_EXTRACTED INFORMATION_

Start of Block

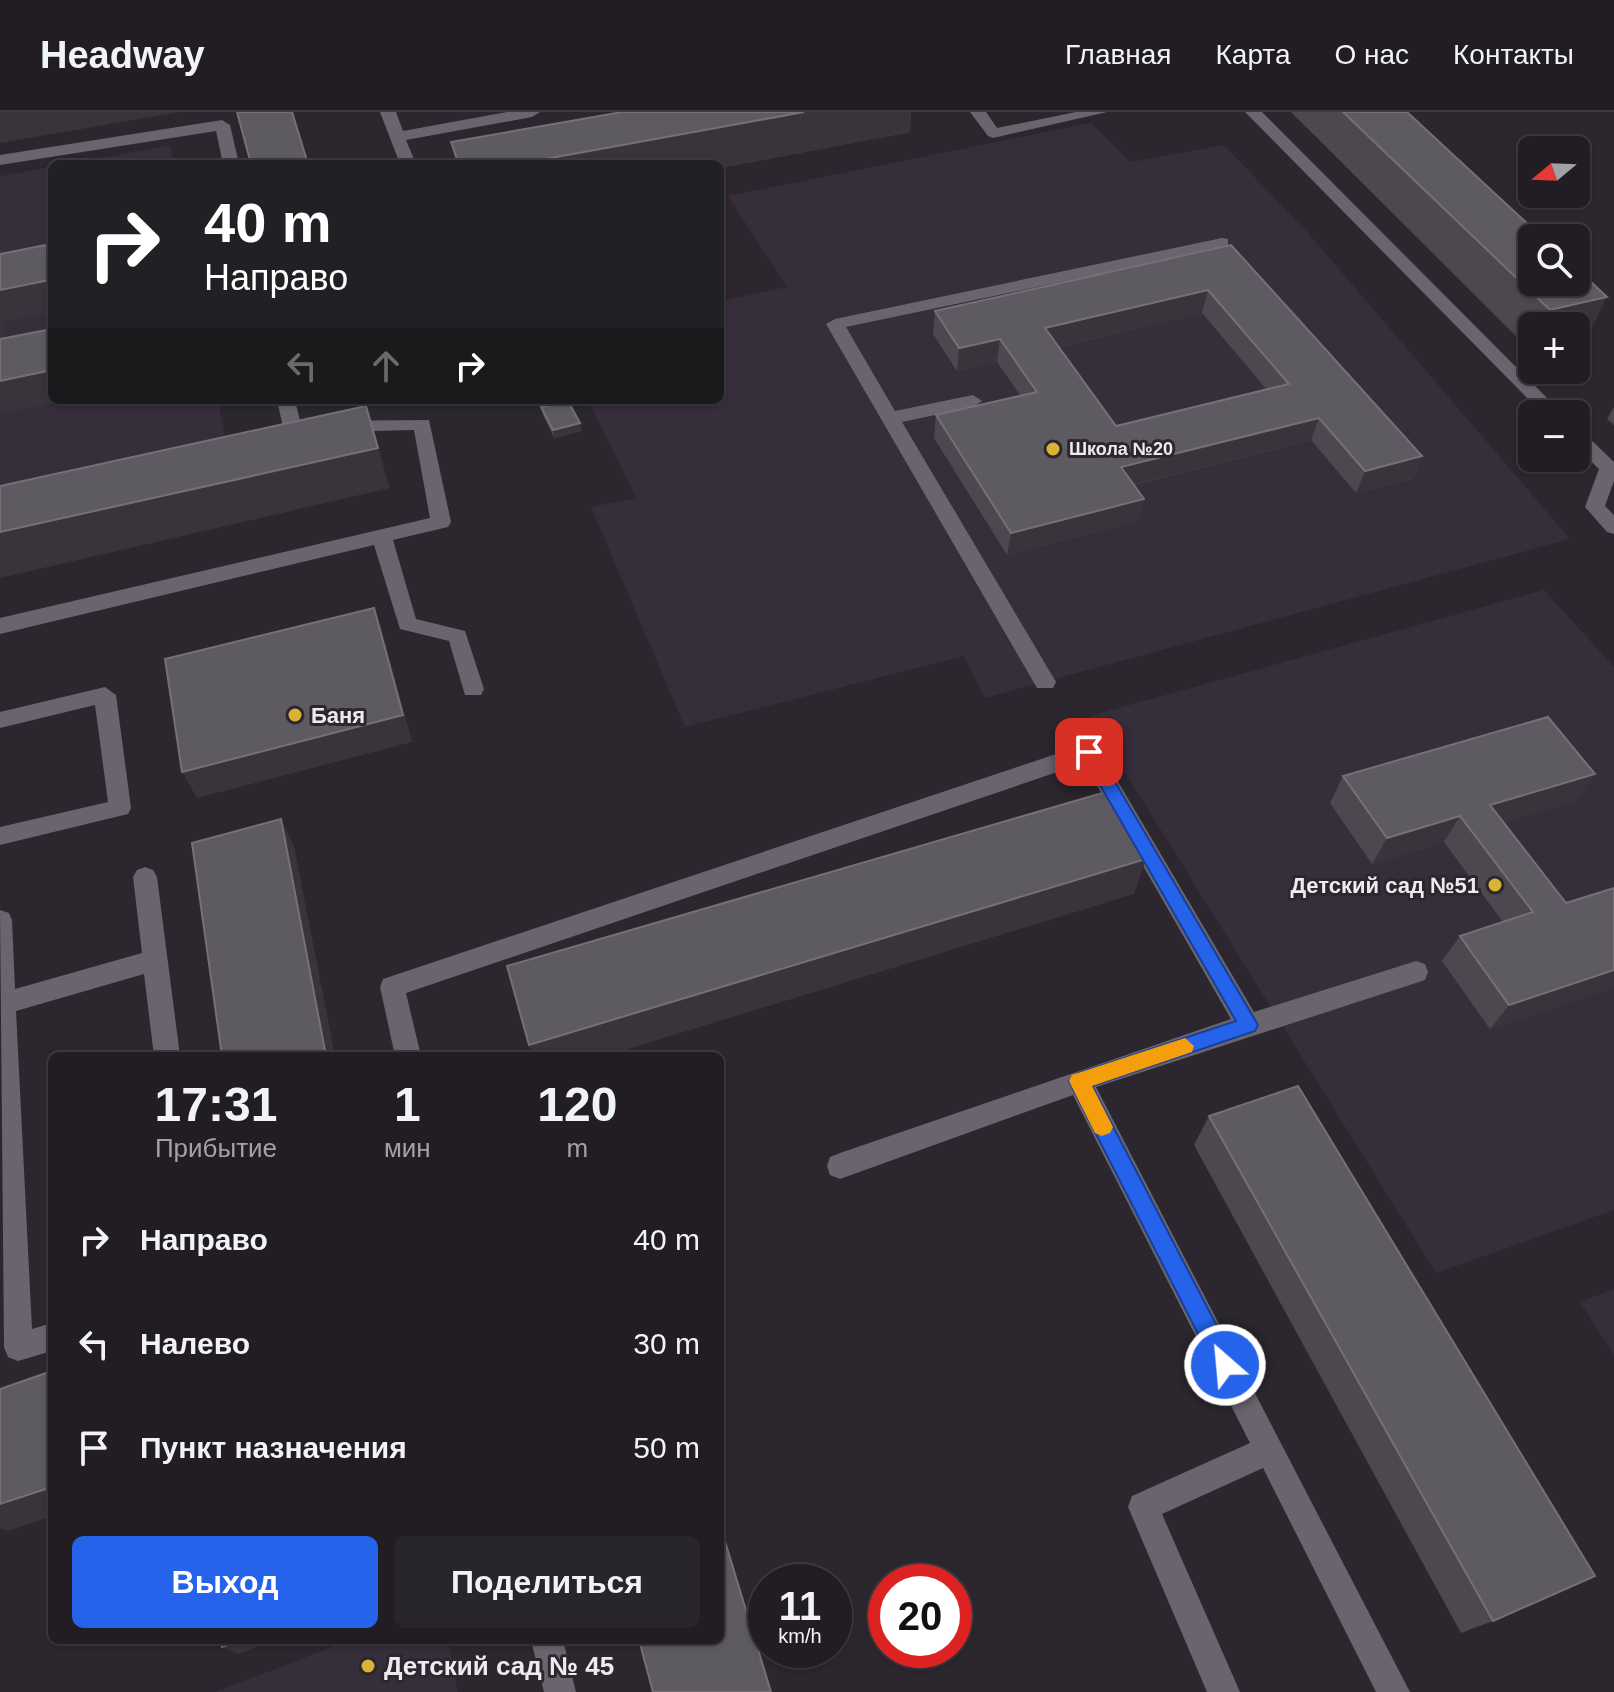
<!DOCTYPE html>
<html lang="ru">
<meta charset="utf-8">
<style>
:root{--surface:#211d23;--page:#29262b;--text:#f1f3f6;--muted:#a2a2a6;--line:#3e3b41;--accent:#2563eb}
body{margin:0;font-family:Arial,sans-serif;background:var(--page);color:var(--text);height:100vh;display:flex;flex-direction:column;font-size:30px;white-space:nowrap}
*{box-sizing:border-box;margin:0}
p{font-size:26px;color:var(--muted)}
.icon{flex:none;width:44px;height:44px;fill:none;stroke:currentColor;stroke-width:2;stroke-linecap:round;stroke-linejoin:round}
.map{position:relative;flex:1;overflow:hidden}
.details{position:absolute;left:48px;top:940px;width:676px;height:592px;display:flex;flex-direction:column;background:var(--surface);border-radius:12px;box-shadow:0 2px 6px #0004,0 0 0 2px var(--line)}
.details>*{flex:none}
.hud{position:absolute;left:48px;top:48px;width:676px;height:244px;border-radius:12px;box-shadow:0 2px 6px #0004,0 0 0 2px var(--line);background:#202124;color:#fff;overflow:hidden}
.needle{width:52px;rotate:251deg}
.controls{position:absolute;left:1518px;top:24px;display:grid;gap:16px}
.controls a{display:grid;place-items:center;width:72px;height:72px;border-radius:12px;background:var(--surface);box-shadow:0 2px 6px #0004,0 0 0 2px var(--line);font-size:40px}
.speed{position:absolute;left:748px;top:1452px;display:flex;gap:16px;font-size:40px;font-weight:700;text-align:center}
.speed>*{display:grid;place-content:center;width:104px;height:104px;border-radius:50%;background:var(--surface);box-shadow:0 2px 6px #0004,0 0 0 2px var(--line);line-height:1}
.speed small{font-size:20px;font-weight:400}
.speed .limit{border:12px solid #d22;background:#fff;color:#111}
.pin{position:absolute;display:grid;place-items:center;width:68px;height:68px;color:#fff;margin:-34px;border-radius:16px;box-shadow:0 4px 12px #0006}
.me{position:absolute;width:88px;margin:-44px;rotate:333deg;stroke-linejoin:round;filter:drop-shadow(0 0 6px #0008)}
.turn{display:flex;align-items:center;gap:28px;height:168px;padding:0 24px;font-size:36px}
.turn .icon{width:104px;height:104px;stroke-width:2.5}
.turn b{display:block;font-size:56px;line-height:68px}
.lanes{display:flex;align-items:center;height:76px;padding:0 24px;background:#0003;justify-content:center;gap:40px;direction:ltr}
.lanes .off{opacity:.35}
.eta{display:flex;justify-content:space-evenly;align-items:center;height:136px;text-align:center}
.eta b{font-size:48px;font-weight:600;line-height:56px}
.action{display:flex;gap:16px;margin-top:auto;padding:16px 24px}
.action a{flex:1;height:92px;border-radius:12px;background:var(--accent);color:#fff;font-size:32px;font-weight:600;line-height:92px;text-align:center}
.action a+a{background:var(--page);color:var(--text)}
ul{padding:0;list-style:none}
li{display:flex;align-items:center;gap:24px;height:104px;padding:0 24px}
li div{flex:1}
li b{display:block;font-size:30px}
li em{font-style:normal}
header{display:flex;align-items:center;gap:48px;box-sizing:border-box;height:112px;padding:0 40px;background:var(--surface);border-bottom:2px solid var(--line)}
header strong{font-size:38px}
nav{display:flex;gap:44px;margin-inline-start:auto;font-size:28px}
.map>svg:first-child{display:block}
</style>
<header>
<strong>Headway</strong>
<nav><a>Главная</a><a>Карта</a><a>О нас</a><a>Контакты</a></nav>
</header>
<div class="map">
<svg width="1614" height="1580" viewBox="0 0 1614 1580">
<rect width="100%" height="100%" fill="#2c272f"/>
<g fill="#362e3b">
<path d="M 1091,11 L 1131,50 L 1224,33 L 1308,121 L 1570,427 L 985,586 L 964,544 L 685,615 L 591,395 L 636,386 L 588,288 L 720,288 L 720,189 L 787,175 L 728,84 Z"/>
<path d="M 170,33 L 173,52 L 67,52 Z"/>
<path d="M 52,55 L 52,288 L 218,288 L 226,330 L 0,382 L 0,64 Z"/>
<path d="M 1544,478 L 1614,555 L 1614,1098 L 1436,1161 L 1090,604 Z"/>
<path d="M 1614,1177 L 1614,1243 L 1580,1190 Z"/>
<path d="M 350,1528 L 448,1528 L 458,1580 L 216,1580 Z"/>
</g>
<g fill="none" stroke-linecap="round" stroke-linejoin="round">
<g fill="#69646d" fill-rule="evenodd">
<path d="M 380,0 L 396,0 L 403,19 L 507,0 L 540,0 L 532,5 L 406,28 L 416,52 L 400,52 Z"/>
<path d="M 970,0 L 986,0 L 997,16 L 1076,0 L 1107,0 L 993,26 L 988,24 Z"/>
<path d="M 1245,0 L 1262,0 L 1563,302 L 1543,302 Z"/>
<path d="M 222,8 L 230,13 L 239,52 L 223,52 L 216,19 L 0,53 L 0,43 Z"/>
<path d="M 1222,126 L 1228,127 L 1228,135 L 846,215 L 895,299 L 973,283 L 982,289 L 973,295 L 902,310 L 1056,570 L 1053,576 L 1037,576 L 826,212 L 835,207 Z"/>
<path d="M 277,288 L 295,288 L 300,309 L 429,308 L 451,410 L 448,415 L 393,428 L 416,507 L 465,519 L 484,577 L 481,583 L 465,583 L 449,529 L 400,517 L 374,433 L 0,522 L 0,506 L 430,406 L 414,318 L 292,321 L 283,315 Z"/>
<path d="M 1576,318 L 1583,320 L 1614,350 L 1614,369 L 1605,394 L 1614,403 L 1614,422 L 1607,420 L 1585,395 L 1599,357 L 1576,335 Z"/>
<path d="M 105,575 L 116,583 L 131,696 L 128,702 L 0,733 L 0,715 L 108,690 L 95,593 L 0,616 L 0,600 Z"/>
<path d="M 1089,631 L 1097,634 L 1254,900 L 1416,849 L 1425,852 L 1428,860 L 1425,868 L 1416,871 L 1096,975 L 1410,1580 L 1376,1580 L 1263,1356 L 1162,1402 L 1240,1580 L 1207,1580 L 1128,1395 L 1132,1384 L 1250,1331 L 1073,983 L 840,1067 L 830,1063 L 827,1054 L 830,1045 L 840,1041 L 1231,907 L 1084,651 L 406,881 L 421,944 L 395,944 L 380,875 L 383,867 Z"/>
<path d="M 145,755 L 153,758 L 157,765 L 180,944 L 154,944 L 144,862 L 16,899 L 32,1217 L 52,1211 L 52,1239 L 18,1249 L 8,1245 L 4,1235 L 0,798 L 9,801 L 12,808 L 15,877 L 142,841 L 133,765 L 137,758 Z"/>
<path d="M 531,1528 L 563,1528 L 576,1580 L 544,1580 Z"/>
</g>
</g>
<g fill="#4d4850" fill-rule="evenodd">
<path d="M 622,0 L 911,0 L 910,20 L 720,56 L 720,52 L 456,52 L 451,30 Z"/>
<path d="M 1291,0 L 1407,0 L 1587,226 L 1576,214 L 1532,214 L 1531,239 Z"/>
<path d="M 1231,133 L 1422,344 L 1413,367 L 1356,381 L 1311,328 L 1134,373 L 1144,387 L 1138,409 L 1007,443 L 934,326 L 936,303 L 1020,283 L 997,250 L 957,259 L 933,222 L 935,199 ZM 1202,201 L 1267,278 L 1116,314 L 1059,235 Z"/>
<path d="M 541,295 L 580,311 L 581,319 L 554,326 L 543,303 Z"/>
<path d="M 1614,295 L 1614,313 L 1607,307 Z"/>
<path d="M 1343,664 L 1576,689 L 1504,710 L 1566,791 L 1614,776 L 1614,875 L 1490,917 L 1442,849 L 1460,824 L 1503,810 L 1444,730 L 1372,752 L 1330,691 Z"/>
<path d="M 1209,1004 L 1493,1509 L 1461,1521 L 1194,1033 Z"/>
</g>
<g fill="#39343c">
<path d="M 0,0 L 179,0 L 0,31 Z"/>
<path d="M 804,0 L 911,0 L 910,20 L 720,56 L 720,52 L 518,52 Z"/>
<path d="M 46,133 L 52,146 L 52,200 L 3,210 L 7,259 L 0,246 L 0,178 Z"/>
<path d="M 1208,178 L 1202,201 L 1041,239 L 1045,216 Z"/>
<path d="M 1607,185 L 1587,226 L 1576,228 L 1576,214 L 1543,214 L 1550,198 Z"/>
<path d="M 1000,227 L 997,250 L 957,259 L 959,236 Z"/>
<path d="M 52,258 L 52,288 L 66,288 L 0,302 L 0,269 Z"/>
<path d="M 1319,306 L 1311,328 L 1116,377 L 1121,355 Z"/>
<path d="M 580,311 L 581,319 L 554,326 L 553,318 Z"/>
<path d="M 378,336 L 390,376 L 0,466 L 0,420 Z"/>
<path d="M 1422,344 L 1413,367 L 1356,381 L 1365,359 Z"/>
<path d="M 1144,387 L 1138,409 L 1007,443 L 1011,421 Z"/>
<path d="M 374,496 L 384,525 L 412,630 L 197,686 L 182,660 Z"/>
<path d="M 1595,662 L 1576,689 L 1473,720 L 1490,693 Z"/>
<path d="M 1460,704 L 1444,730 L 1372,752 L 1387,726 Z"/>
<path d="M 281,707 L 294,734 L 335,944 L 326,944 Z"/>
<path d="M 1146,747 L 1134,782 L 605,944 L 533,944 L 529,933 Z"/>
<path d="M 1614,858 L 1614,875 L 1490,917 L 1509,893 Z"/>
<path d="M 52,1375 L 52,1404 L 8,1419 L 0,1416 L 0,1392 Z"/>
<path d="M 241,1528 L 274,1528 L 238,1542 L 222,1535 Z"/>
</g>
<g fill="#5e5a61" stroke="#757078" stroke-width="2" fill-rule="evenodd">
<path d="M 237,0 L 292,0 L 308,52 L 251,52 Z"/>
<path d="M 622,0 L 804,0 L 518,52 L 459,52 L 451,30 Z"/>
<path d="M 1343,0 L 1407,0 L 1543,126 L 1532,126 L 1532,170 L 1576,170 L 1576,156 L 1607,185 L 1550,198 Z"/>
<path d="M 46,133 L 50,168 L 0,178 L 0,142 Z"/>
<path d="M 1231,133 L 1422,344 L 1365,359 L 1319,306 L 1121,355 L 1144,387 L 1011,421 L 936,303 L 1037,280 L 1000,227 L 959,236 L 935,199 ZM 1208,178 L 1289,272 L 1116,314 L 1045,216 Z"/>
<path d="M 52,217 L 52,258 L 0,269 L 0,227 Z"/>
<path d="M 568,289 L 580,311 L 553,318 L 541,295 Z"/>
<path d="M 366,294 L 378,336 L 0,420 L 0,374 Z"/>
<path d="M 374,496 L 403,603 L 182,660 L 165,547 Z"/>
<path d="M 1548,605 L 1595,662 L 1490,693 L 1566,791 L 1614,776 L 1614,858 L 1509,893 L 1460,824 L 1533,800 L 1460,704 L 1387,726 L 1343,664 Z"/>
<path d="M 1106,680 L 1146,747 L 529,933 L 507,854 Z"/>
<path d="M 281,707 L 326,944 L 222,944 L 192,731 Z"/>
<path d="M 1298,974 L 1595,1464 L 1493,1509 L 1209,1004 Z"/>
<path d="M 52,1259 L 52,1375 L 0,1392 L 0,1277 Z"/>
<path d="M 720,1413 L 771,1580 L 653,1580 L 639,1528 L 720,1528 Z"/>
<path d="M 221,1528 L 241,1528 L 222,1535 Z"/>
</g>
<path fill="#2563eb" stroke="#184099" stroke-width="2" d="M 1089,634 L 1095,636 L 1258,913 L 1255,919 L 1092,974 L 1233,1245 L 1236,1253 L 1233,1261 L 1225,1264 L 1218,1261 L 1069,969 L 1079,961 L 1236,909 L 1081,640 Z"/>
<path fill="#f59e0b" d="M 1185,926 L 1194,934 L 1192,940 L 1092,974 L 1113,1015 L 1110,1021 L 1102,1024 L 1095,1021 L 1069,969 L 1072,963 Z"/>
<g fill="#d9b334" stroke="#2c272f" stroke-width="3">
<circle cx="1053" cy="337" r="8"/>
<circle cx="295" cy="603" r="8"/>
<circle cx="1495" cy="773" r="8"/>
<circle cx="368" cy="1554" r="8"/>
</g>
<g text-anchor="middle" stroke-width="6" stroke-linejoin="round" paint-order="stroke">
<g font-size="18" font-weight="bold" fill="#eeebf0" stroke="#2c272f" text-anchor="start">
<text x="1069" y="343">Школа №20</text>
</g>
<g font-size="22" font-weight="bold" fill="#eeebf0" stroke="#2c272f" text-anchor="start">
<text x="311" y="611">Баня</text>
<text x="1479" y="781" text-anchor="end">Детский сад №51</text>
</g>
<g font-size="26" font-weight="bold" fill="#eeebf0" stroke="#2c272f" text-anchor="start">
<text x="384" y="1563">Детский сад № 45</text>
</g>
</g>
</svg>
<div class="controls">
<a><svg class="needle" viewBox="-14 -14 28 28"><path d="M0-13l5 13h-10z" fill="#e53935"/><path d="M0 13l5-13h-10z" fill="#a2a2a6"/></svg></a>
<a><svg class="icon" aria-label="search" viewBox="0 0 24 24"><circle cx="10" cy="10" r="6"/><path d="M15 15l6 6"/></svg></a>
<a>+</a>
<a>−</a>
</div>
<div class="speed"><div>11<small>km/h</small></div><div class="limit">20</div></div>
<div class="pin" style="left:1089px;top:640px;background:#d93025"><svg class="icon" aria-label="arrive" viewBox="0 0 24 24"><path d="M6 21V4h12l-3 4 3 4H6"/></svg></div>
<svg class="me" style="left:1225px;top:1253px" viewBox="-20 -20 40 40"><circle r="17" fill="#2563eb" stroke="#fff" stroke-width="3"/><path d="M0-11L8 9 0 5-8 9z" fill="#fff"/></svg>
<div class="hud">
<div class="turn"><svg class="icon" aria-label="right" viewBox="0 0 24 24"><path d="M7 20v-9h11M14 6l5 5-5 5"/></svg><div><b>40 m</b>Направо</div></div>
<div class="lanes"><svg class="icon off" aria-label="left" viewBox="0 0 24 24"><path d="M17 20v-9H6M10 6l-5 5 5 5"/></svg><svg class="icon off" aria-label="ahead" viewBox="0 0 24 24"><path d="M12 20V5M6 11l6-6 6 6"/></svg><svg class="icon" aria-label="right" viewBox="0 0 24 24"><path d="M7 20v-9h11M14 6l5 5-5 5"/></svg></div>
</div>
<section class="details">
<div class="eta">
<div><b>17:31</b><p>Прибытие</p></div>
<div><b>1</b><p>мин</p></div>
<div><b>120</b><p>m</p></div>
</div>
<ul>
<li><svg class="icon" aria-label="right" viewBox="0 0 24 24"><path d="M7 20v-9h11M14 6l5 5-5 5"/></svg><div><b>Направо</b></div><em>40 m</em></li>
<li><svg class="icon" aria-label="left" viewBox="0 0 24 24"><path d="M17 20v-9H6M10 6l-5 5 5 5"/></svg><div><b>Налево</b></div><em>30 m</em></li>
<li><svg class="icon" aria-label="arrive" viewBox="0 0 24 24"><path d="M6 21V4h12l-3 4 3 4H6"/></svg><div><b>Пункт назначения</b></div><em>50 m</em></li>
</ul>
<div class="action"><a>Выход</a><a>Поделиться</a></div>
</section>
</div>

End of Block

_TASK OBJECTIVE_
Check each line of the records above for "accent", and copy those that have it.

_RESPONSE TO THIS EXERCISE_
:root{--surface:#211d23;--page:#29262b;--text:#f1f3f6;--muted:#a2a2a6;--line:#3e3b41;--accent:#2563eb}
.action a{flex:1;height:92px;border-radius:12px;background:var(--accent);color:#fff;font-size:32px;font-weight:600;line-height:92px;text-align:center}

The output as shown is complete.